|
September 26, 2013
Over the last 30 years, Australia has moved from an elite system of higher education to a mass system.
In the process it has also become a demand- driven system under the Gillard Government, which changed the publicly-funded higher education from being supply-dominated to demand-driven. Andrew Norton says:
Under the old funding system, demand and supply were only weakly linked. Potential students could apply to any course in any university. But the supply of places was constrained by government. Universities rationed places within this supply constraint. Typically, they used prior academic performance to decide who received a place. This created a market in which ATAR was the currency and the cut-off mark the price. Students with low ATARs often received no offers.

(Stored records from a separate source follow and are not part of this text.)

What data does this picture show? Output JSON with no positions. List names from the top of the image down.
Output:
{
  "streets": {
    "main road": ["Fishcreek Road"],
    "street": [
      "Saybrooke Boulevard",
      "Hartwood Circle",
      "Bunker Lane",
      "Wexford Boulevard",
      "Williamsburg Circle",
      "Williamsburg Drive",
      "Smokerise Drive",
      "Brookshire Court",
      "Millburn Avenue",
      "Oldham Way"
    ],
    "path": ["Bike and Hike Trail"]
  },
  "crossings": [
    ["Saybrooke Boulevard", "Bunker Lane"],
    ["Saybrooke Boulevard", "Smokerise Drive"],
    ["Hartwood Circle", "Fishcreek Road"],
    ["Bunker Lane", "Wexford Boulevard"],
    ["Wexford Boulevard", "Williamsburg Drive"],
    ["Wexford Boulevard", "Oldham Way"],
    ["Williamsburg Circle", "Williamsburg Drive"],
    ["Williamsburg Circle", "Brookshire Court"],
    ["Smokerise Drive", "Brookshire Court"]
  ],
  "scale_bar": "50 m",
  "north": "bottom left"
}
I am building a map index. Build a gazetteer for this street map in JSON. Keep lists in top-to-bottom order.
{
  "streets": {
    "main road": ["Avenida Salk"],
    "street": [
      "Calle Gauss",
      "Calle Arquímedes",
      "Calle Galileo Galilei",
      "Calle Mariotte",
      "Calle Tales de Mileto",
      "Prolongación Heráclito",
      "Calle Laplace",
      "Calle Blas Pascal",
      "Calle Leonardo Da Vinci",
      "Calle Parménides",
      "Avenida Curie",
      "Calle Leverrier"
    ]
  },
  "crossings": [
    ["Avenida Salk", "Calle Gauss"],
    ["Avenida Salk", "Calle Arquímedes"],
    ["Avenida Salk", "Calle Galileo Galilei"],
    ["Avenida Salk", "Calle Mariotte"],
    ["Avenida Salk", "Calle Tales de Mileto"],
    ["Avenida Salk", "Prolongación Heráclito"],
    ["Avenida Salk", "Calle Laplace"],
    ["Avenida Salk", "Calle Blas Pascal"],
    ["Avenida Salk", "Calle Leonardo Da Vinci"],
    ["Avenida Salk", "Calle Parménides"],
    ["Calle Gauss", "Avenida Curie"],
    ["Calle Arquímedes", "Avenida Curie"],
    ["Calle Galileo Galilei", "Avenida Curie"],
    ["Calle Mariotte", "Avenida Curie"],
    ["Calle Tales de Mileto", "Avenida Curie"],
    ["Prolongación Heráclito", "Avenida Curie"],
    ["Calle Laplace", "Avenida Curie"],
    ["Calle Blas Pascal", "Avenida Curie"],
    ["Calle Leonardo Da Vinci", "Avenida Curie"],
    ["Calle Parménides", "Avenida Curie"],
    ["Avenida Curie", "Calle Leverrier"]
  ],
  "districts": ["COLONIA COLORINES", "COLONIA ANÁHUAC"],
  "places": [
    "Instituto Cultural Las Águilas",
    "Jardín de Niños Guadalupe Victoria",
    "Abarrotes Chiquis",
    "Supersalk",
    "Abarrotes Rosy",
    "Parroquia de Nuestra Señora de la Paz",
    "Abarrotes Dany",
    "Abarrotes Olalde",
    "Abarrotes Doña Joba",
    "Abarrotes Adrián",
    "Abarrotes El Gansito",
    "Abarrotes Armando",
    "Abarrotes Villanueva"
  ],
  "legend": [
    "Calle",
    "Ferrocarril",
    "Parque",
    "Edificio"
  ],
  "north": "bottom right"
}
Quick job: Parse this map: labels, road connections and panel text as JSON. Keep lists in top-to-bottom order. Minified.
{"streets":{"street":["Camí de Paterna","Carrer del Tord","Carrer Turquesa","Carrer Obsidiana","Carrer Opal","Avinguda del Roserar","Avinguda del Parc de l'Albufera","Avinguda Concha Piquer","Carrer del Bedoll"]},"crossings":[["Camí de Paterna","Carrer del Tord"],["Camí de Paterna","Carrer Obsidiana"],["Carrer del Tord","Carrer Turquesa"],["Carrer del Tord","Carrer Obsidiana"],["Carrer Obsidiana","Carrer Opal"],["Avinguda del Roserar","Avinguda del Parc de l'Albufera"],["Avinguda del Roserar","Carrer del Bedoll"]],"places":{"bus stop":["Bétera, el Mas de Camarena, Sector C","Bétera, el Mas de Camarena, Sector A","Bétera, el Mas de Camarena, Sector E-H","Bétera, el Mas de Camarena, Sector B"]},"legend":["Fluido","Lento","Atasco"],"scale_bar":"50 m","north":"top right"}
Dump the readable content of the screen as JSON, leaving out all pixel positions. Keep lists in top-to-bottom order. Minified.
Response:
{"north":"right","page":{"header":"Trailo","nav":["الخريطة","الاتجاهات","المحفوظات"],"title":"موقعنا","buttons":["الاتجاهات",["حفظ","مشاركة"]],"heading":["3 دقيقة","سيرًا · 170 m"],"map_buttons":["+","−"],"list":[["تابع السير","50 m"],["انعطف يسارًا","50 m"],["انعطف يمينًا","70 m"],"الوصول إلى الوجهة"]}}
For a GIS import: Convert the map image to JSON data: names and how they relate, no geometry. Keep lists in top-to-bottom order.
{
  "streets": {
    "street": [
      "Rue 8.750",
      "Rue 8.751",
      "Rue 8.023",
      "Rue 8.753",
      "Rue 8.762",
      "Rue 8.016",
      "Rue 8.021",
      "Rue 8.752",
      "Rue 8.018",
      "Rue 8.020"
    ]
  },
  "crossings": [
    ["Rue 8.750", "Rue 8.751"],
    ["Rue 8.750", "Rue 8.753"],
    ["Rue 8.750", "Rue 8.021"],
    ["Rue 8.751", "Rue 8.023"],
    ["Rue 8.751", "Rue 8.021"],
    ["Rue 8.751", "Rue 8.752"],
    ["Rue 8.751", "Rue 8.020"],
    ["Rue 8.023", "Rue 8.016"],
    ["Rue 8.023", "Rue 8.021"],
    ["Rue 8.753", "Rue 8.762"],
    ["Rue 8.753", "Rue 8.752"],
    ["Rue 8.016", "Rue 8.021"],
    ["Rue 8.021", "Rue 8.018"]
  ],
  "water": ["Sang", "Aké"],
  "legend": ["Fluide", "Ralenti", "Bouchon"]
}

Since caps on undergraduate student places at public universities were eased and then largely abolished, student numbers have increased rapidly, by as many as 190,000 extra students. With uncapping, the system is lifting the supply of graduates to Australia‟s economy, increasing student choice, and improving access to higher education for disadvantaged groups. Universities start responding to demand trends in science, health and engineering by providing new student places.
David Rowe
Norton argues that it would be a policy tragedy to recap university places, as it would make Australia‟s higher education system less fair, less efficient, and less productive.
Notwithstanding this, the Coalition has opened the door to intervening in the demand-driven system of university funding by re-introducing caps on university places. The reason is the link to a perceived slip in university quality---Quality is suffering to achieve quantity according to Christopher Pyne, the new Federal Education Minister.
Standards and quality have been compromised by all these new students. A re-capping of the system would bring these numbers back down again. Universities ration places by prior academic ability. Fewer places mean fewer lower-ATAR students. Capping the system, which would provide more per student funding for those left behind, would be a case of robbing from the academically poor to give to the academically rich.
|
Pyne's position appears to be that there should be a limit on university places, and these places should be reserved for the brightest students, and not everyone who applies should be accepted.
It's a turnback to the university as an elite institution.